Abdullah è morto e pure gli altri non stanno tanto bene
La sera di giovedì il vecchio ordine del mondo arabo è cambiato: il re saudita è morto, il presidente dello Yemen si è dimesso, la guerriglia libica ha attaccato la filiale a Bengasi della Banca centrale. L’erede sospettato di demenza promette coerenza sul greggio e contro il jihad.
Roma. La sera di giovedì il vecchio ordine del mondo arabo è cambiato: il re saudita Abdullah è morto, il presidente dello Yemen si è dimesso, la guerriglia libica ha attaccato la filiale a Bengasi della Banca centrale (l’unica istituzione del paese che distribuisce i petrodollari e garantisce un minimo di unità, resta ancora la sede a Tripoli). Il sultano dell’Oman, Qaboos, è ricoverato anche lui in ospedale (in condizioni meno gravi va detto subito, ma non è soltanto un personaggio pittoresco, ha un ruolo importante nella mediazione con l’Iran).
Come scrive l’Economist, la morte di re Abdullah difficilmente poteva arrivare in un momento più difficile per l’Arabia Saudita. Il regno è alle prese con una crisi importante del mercato del greggio. I prezzi sono quasi dimezzati rispetto all’estate scorsa e quindi anche i profitti sauditi, anche se ieri hanno avuto un sussulto verso l’alto dopo la notizia della successione. E c’è da fare i conti anche con l’indipendenza energetica di alcuni grandi clienti come l’America, che ormai è decisa a far da sé con il greggio estratto grazie alla tecnica del fracking e ad abbandonare la relazione longeva con Riad. Per ora il paese non soffre per questa condizione del mercato, perché il governo attinge alle riserve, ma è significativo che non ci sia più il pareggio di cassa.
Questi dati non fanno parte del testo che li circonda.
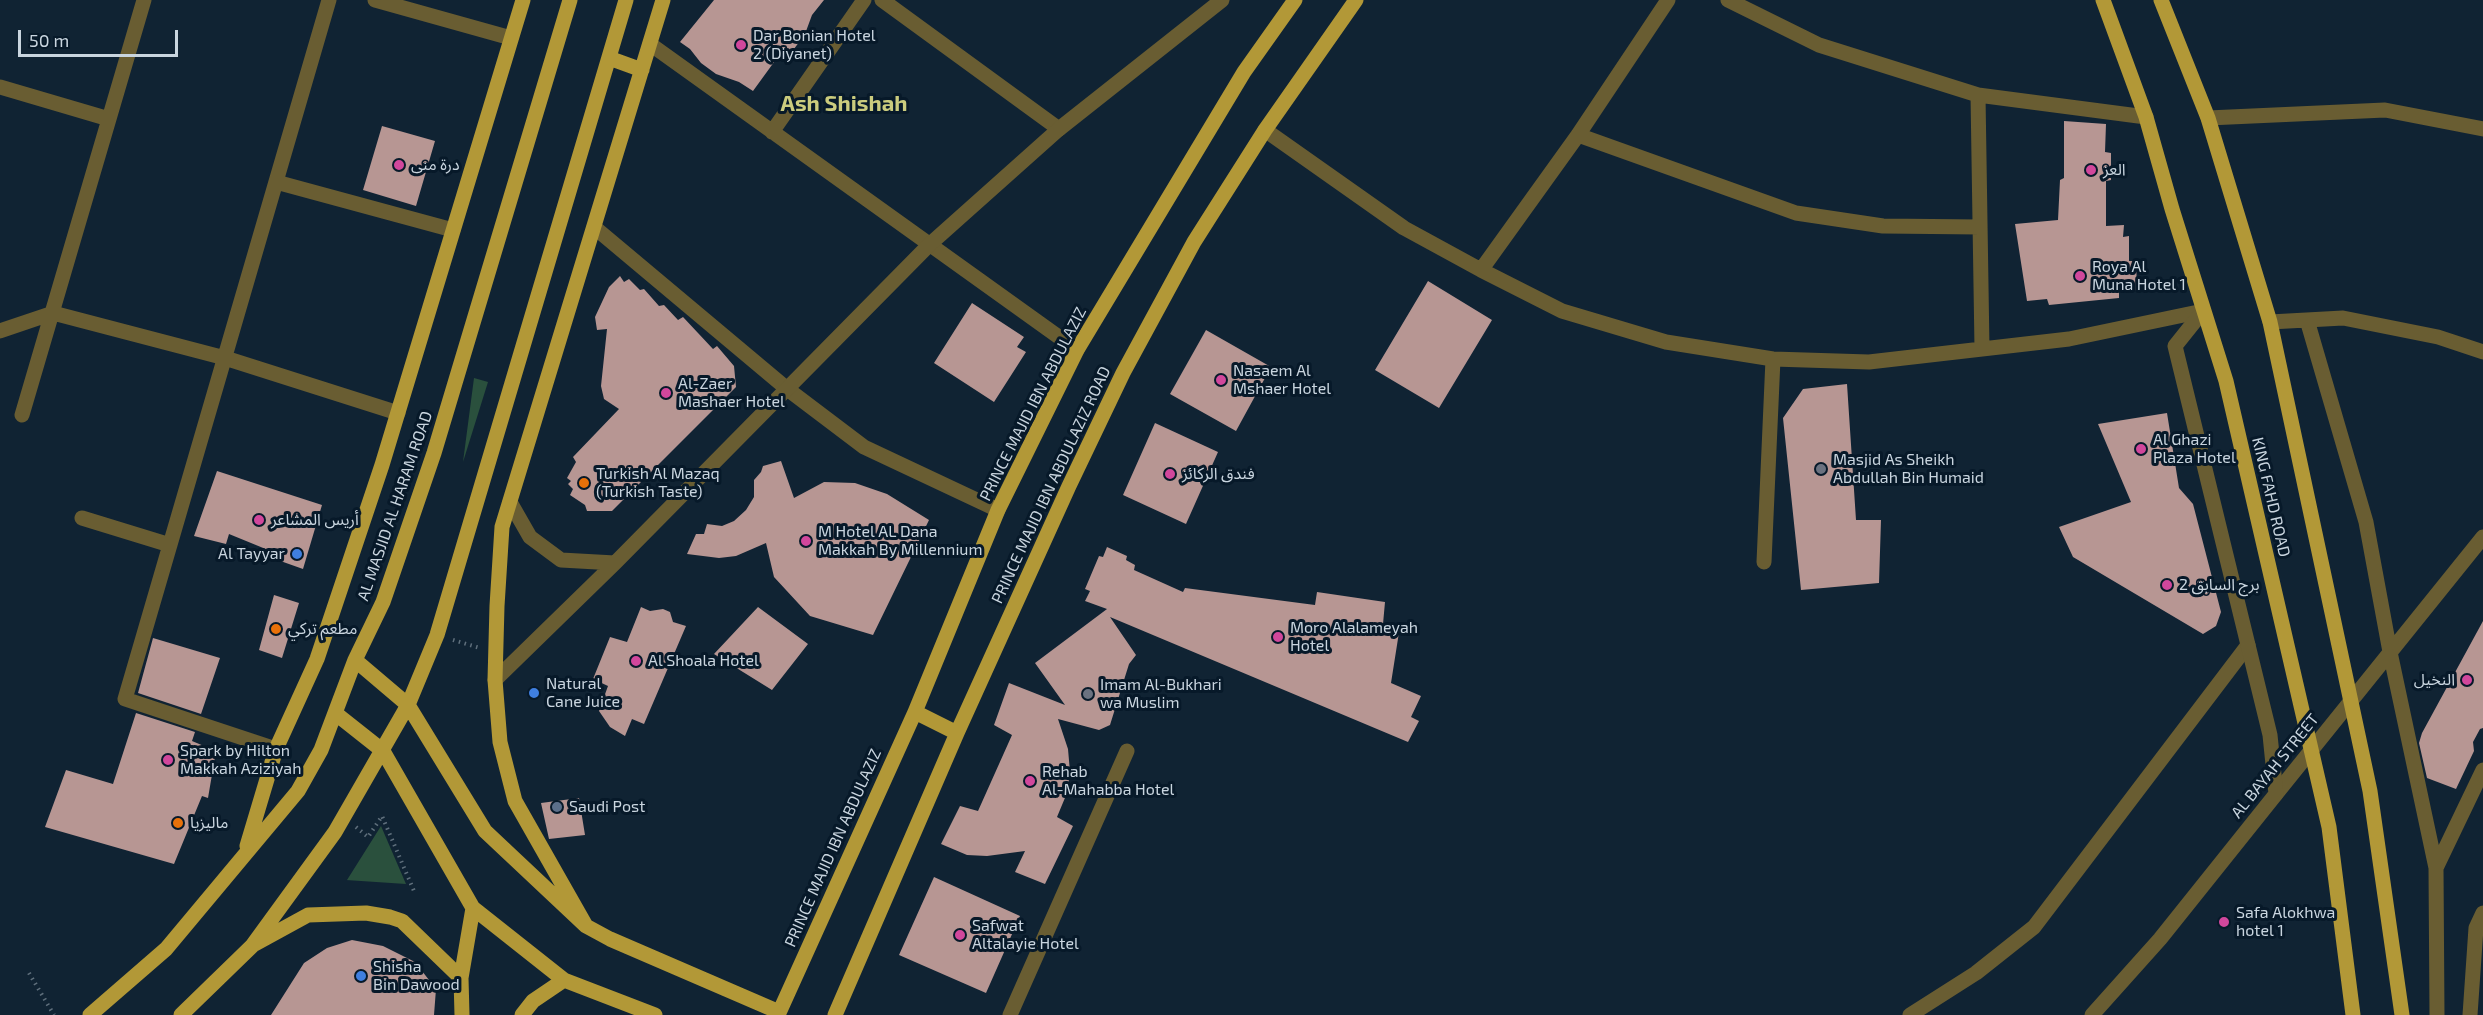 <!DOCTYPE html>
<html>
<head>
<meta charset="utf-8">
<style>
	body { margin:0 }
	#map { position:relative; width:2483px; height:1015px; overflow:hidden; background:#102333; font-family:"Exo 2",sans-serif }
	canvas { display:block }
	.scale { position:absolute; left:18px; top:30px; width:160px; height:27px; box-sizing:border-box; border:3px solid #c9d5df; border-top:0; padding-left:8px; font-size:18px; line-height:21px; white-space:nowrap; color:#c9d5df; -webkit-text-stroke:4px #071929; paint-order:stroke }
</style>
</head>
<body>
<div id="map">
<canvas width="2483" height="1015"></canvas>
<div class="scale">50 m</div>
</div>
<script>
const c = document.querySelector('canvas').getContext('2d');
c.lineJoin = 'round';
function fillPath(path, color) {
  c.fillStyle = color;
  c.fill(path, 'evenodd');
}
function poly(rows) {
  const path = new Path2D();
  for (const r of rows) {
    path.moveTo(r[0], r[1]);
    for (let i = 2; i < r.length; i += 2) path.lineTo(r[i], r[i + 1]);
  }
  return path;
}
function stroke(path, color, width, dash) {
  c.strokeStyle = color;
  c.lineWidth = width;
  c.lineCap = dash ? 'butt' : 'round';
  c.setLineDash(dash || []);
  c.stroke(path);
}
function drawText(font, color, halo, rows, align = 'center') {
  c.font = font + ' "Exo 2","Noto Sans Arabic",sans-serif';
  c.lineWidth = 6;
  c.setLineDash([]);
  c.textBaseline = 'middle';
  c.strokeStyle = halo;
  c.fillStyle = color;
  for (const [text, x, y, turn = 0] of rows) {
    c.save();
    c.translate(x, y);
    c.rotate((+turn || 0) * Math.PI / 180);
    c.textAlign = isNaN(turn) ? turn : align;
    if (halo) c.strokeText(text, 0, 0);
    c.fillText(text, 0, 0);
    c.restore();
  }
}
fillPath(poly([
	[474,378,488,382,463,462],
	[381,826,406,884,346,880,347,880]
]), '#2a503d');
fillPath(poly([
	[714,0,824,0,812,15,805,34,794,49,777,58,753,91,739,82,716,74,701,63,690,49,680,42],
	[2064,121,2106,124,2105,152,2111,153,2111,180,2106,181,2106,226,2124,225,2123,237,2129,236,2129,261,2136,261,2137,290,2119,292,2119,298,2049,305,2047,299,2027,301,2015,224,2058,220,2060,180,2064,178],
	[382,126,435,141,416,206,363,190],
	[620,276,624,282,629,279,640,290,644,289,659,306,664,305,678,320,683,317,713,349,717,346,734,366,736,387,612,511,587,511,585,505,570,495,573,489,568,484,571,481,567,478,576,462,573,457,619,409,604,399,601,386,607,329,597,330,595,317,609,287],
	[1428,281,1492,320,1439,408,1375,370],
	[972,303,1024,337,1017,347,1026,352,994,402,934,363],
	[1206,330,1271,367,1236,431,1170,394],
	[1847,384,1856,520,1881,520,1879,583,1801,590,1783,418,1803,389],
	[2167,413,2179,488,2193,504,2221,612,2216,626,2203,634,2073,557,2059,527,2131,502,2098,424],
	[1155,423,1218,452,1186,524,1123,495],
	[781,461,794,498,824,482,855,483,887,494,929,520,873,635,810,616,774,577,766,543,736,556,719,558,687,554,696,534,704,534,707,524,722,526,734,521,746,510,754,497,754,480,761,472,763,466],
	[217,471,322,505,303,569,272,558,273,552,229,534,226,544,194,536],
	[1107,547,1127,556,1126,560,1135,565,1134,570,1183,592,1185,588,1315,605,1317,592,1385,602,1383,624,1400,626,1391,683,1421,696,1411,717,1419,721,1408,742,1110,617,1136,655,1129,664,1110,725,1099,730,1058,719,1068,749,1070,772,1067,793,1057,817,1073,826,1045,884,1015,872,1025,851,987,856,967,855,941,844,960,806,978,811,1012,735,994,725,1009,683,1065,705,1035,663,1107,609,1085,601,1090,591,1085,589,1099,556,1103,557],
	[274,595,299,603,282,658,259,650],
	[641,607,650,611,663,609,670,612,673,622,686,626,644,724,632,719,625,736,610,727,599,711,608,686,593,679,610,637,627,642],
	[758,607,808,644,772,690,714,654],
	[2483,621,2483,728,2480,729,2473,742,2474,751,2456,789,2427,778,2419,743,2422,733],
	[153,638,220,658,201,714,138,693],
	[136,713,195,732,192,741,216,751,208,798,202,796,174,864,45,827,66,770,113,784],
	[579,798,585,835,549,839,541,803],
	[934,877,1020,916,986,993,899,955],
	[352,940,383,946,415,962,436,989,434,1015,271,1015,304,963,327,948]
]), '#b79693');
stroke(poly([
	[453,640,480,648],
	[356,827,368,837,382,816,414,891],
	[29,973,54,1015]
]), '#5f6f7c', 4, [1.5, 4.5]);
stroke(poly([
	[375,0,511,38],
	[882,0,1059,129],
	[1728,0,1819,45,1978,95,2146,117],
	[650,44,1077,350],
	[0,87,109,119],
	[1978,95,1982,349],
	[2208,118,2385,110,2483,129],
	[1265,130,1404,228,1481,270,1562,311,1666,342,1773,359,1869,362,2069,339,2203,311],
	[772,132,864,0],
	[1578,135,1796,213,1883,226,1980,227],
	[276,182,453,230],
	[594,227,786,388,864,447,998,510],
	[1481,270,1578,135,1668,0],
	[2307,320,2366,522,2390,652,2436,868],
	[2270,322,2343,318,2438,337,2483,352],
	[0,331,53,313,225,358,398,413],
	[22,415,144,0],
	[82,518,170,545],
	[1764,562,1773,359],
	[276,749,125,699,329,0],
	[2276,794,2483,537],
	[1010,1015,1127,751],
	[1910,1015,1976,973,2034,927,2248,645],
	[2437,1015,2436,868,2483,770]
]), '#695d32', 15);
stroke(poly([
	[510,502,530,537,561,560,615,563],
	[495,680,615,563,929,245,1059,129,1222,0],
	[2092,1015,2160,939,2276,794,2270,735,2175,346,2203,311],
	[2470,1015,2476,928,2483,913]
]), '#695d32', 15);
stroke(poly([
	[2103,0,2146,117,2172,209,2226,381,2329,827,2353,1015],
	[2161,0,2208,118,2270,322,2370,791,2402,1015],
	[609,58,642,70],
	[355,660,408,705,485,831,586,926,610,939,779,1012],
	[915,712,957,733],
	[335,713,383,751,473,908,564,980,655,1015],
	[247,846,276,749,317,659,382,465,523,0],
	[586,926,515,801,500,742,495,680,497,606,502,527,663,0],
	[255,944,308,915,366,913,390,917,402,921,461,978],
	[90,1015,166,949,298,791,321,750,355,660,383,602,434,453,570,0],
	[181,1015,252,946,335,832,408,705,437,635,626,0],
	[462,1015,461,978,473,908],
	[522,1015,533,1001,564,980],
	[778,1015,915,712,998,510,1077,350,1244,72,1295,0],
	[835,1015,957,733,1069,486,1123,373,1194,242,1265,130,1356,0]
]), '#b29837', 15);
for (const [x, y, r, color] of [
	[741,45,6,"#d1479c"],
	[399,165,6,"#d1479c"],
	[2091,170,6,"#d1479c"],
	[2080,276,6,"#d1479c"],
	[1221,380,6,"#d1479c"],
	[666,393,6,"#d1479c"],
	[2141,449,6,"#d1479c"],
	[1821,469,6,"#6b7280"],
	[1170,474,6,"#d1479c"],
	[584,483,6,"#e8710a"],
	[259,520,6,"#d1479c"],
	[806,541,6,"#d1479c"],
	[297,554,6,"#3f7fe0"],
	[2167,585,6,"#d1479c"],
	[276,629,6,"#e8710a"],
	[1278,637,6,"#d1479c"],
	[636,661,6,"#d1479c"],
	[2467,680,6,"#d1479c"],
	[534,693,6,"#3f7fe0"],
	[1088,694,6,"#6b7280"],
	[168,760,6,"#d1479c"],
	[1030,781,6,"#d1479c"],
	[557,807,6,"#5c6f8a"],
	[178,823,6,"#e8710a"],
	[2224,922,6,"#d1479c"],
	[960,935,6,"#d1479c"],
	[361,976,6,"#3f7fe0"]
]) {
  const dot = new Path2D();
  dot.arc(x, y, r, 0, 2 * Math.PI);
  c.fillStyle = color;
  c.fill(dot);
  stroke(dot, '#071929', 2);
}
drawText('16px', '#c9d5df', '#071929', [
	["Dar Bonian Hotel",753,36],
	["2 (Diyanet)",753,54],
	["درة منى",411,165],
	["العز",2103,170],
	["Roya Al",2092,267],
	["Muna Hotel 1",2092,285],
	["Nasaem Al",1233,371],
	["Mshaer Hotel",1233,389],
	["Al-Zaer",678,384],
	["Mashaer Hotel",678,402],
	["Al Ghazi",2153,440],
	["Plaza Hotel",2153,458],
	["Masjid As Sheikh",1833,460],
	["Abdullah Bin Humaid",1833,478],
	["Turkish Al Mazaq",596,474],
	["(Turkish Taste)",596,492],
	["فندق الركائز",1182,474],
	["أريس المشاعر",271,520],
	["M Hotel AL Dana",818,532],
	["Makkah By Millennium",818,550],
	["Al Tayyar",285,554,"right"],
	["برج السابق 2",2179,585],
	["Moro Alalameyah",1290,628],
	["Hotel",1290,646],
	["مطعم تركي",288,629],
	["Al Shoala Hotel",648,661],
	["النخيل",2455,680,"right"],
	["Natural",546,684],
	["Cane Juice",546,702],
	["Imam Al-Bukhari",1100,685],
	["wa Muslim",1100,703],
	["Spark by Hilton",180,751],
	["Makkah Aziziyah",180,769],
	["Rehab",1042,772],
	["Al-Mahabba Hotel",1042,790],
	["Saudi Post",569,807],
	["ماليزيا",190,823],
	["Safa Alokhwa",2236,913],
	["hotel 1",2236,931],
	["Safwat",972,926],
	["Altalayie Hotel",972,944],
	["Shisha",373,967],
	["Bin Dawood",373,985]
], 'left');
drawText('16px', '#c9d5df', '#071929', [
	["PRINCE MAJID IBN ABDULAZIZ",1033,404,-63],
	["PRINCE MAJID IBN ABDULAZIZ ROAD",1051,485,-65],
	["KING FAHD ROAD",2271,497,77],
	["AL MASJID AL HARAM ROAD",395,506,-71],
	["AL BAYAH STREET",2275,766,-51],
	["PRINCE MAJID IBN ABDULAZIZ",833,848,-66]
]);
drawText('bold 22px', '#cbcc7e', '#071929', [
	["Ash Shishah",844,104]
]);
</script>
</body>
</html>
La casa dei Saud (la dinastia che regge il paese, con gran codazzo di parenti e principesse mantenuti a vita) si trova inoltre in una posizione difficile a causa dei gruppi jihadisti che combattono dall’esterno e dall’interno contro molti governi del medio oriente. Il governo saudita è il primo nemico dei jihadisti, alla pari con Israele. Eppure è il custode dei luoghi sacri dell’islam e applica nel paese un codice coranico non dissimile da quello dello Stato islamico (il sito Middle east eye ha messo a confronto le punizioni nei due diversi territori, quello di Baghdadi e quello saudita: quasi uguali). A giudicare dalla propaganda islamista che circola, questo conservatorismo islamista a nulla vale: da una parte il regno è considerato troppo corrotto dai jihadisti, dall’altra, quella dei nemici dello Stato islamico, è considerato un’entità incerta a metà tra l’alleato imbarazzante e la vera radice del problema wahabita.
[**Video_box_2**]Il vecchio ordine arabo è in mezzo a una crisi, ma il cambiamento è gestito per ora in modo che ci siano pochi scossoni. Il nuovo re, Salman bin Abdulaziz (con più di un sospetto di demenza), promette di non cambiare linea sul greggio anche se il prezzo sta scendendo – lo diceva in pubblico già da prima della morte del fratello. Secondo quanto ribadisce lui stesso, anche in politica estera dovrebbe mantenere la stessa postura verso gli alleati e verso il grande antagonista, l’Iran che tenta di diventare una potenza atomica. La sua prima preoccupazione è lo Yemen ormai senza governo, presidente e primo ministro, caduto sotto l’influenza di un gruppo filoiraniano e con la presenza robusta di al Qaida.
Per ora, si osserva la mappa del cordoglio. Teheran manda il ministro degli Esteri, Javad Zarif. L’Egitto dichiara per la prima volta nella storia un lutto nazionale di quattro giorni, perché il governo del presidente al Sisi si sente giustamente orfano.